Brief | Exactly the lines from the first line of the listing through the line containing "M915,993V1030H894Z" should appear in the output, unchanged.
(Stored data)
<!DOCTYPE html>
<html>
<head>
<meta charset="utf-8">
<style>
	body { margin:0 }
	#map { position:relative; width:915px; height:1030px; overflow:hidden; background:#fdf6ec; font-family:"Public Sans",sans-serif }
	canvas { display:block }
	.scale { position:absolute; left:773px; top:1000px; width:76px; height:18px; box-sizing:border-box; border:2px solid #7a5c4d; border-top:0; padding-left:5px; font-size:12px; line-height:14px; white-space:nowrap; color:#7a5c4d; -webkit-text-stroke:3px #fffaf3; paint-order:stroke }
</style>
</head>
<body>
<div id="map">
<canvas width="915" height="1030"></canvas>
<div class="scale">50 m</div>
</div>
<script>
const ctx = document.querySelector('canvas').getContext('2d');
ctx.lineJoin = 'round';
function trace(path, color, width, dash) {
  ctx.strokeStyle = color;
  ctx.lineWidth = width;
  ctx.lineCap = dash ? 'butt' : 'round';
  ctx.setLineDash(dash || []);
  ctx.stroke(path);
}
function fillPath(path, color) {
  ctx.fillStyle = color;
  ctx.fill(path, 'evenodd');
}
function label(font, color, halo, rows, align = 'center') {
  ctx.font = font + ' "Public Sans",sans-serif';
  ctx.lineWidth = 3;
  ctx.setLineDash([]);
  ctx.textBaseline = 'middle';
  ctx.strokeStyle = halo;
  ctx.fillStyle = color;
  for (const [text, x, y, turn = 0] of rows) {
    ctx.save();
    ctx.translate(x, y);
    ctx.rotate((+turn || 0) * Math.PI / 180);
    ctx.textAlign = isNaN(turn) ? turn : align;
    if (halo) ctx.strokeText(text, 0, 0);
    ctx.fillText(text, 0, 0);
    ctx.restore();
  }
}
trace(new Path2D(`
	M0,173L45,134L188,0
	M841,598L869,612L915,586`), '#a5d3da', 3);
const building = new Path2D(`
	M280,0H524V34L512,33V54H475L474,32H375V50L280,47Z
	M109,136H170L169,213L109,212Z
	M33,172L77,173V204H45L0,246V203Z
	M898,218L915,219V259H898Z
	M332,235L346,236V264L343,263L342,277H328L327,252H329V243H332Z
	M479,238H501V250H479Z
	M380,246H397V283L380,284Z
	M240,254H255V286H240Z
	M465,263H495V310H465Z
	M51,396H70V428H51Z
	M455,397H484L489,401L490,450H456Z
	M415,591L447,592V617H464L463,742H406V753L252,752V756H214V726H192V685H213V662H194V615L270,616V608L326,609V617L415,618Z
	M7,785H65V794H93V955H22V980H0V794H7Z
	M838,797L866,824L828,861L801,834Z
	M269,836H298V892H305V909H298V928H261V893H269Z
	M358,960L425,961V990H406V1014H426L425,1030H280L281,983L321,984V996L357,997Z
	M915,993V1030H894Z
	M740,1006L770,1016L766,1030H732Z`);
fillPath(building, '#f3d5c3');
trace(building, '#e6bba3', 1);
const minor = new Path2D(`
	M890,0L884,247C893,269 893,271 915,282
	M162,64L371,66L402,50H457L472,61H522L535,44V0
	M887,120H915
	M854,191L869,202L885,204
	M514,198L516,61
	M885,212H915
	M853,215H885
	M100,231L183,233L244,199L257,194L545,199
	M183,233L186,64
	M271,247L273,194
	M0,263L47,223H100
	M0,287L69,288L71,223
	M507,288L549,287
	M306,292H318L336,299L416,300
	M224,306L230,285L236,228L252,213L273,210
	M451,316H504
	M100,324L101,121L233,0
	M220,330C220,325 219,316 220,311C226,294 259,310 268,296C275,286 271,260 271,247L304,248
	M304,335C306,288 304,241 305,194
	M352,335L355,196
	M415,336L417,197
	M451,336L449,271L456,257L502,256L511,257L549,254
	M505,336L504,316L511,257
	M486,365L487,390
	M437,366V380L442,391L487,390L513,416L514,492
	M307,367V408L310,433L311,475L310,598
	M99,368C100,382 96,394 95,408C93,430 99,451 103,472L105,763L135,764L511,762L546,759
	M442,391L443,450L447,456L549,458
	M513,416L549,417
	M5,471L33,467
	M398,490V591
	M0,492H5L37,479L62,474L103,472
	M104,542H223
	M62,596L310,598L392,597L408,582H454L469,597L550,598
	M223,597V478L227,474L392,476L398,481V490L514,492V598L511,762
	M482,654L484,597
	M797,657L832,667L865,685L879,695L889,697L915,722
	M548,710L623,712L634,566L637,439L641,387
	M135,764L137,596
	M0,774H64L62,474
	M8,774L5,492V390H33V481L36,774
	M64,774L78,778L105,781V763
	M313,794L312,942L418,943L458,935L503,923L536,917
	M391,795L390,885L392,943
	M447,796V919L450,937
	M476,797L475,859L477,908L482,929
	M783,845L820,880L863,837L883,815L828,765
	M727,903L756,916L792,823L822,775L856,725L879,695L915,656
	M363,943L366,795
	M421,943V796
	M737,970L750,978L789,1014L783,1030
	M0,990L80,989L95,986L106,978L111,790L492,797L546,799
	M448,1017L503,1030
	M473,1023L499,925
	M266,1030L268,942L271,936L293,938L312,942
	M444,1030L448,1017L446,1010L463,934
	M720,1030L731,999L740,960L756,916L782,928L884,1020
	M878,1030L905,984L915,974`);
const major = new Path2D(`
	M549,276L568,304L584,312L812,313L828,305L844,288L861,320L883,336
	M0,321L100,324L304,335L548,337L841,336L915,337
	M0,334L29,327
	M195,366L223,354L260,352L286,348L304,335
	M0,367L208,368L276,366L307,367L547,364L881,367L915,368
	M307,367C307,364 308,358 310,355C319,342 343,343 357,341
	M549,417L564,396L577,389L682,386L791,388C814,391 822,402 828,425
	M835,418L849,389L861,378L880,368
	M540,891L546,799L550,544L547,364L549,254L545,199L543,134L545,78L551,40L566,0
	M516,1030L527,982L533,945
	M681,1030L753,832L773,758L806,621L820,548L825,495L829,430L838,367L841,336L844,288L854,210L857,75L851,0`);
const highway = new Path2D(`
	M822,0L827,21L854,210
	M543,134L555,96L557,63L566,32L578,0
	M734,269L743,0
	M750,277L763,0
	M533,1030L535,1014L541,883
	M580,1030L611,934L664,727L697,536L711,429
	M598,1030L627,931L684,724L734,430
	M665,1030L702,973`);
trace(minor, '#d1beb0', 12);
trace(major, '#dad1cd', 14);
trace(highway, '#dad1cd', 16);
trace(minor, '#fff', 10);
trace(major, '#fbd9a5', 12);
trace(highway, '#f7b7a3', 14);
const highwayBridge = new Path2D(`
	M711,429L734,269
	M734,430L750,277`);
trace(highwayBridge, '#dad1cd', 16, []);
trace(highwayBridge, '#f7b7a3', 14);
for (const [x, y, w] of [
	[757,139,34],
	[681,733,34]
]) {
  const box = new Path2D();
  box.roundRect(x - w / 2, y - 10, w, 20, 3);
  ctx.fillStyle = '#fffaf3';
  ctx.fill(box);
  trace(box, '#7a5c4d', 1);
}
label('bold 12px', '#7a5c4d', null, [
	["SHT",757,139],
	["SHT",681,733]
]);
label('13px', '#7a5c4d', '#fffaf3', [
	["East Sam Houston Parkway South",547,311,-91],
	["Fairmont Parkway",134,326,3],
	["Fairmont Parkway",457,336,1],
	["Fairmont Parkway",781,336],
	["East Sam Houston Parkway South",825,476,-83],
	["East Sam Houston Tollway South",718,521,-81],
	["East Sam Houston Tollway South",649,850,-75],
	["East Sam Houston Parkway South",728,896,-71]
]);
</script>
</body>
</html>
(End Stored data)
Written answer |
<!DOCTYPE html>
<html>
<head>
<meta charset="utf-8">
<style>
	body { margin:0 }
	#map { position:relative; width:915px; height:1030px; overflow:hidden; background:#fdf6ec; font-family:"Public Sans",sans-serif }
	canvas { display:block }
	.scale { position:absolute; left:773px; top:1000px; width:76px; height:18px; box-sizing:border-box; border:2px solid #7a5c4d; border-top:0; padding-left:5px; font-size:12px; line-height:14px; white-space:nowrap; color:#7a5c4d; -webkit-text-stroke:3px #fffaf3; paint-order:stroke }
</style>
</head>
<body>
<div id="map">
<canvas width="915" height="1030"></canvas>
<div class="scale">50 m</div>
</div>
<script>
const ctx = document.querySelector('canvas').getContext('2d');
ctx.lineJoin = 'round';
function trace(path, color, width, dash) {
  ctx.strokeStyle = color;
  ctx.lineWidth = width;
  ctx.lineCap = dash ? 'butt' : 'round';
  ctx.setLineDash(dash || []);
  ctx.stroke(path);
}
function fillPath(path, color) {
  ctx.fillStyle = color;
  ctx.fill(path, 'evenodd');
}
function label(font, color, halo, rows, align = 'center') {
  ctx.font = font + ' "Public Sans",sans-serif';
  ctx.lineWidth = 3;
  ctx.setLineDash([]);
  ctx.textBaseline = 'middle';
  ctx.strokeStyle = halo;
  ctx.fillStyle = color;
  for (const [text, x, y, turn = 0] of rows) {
    ctx.save();
    ctx.translate(x, y);
    ctx.rotate((+turn || 0) * Math.PI / 180);
    ctx.textAlign = isNaN(turn) ? turn : align;
    if (halo) ctx.strokeText(text, 0, 0);
    ctx.fillText(text, 0, 0);
    ctx.restore();
  }
}
trace(new Path2D(`
	M0,173L45,134L188,0
	M841,598L869,612L915,586`), '#a5d3da', 3);
const building = new Path2D(`
	M280,0H524V34L512,33V54H475L474,32H375V50L280,47Z
	M109,136H170L169,213L109,212Z
	M33,172L77,173V204H45L0,246V203Z
	M898,218L915,219V259H898Z
	M332,235L346,236V264L343,263L342,277H328L327,252H329V243H332Z
	M479,238H501V250H479Z
	M380,246H397V283L380,284Z
	M240,254H255V286H240Z
	M465,263H495V310H465Z
	M51,396H70V428H51Z
	M455,397H484L489,401L490,450H456Z
	M415,591L447,592V617H464L463,742H406V753L252,752V756H214V726H192V685H213V662H194V615L270,616V608L326,609V617L415,618Z
	M7,785H65V794H93V955H22V980H0V794H7Z
	M838,797L866,824L828,861L801,834Z
	M269,836H298V892H305V909H298V928H261V893H269Z
	M358,960L425,961V990H406V1014H426L425,1030H280L281,983L321,984V996L357,997Z
	M915,993V1030H894Z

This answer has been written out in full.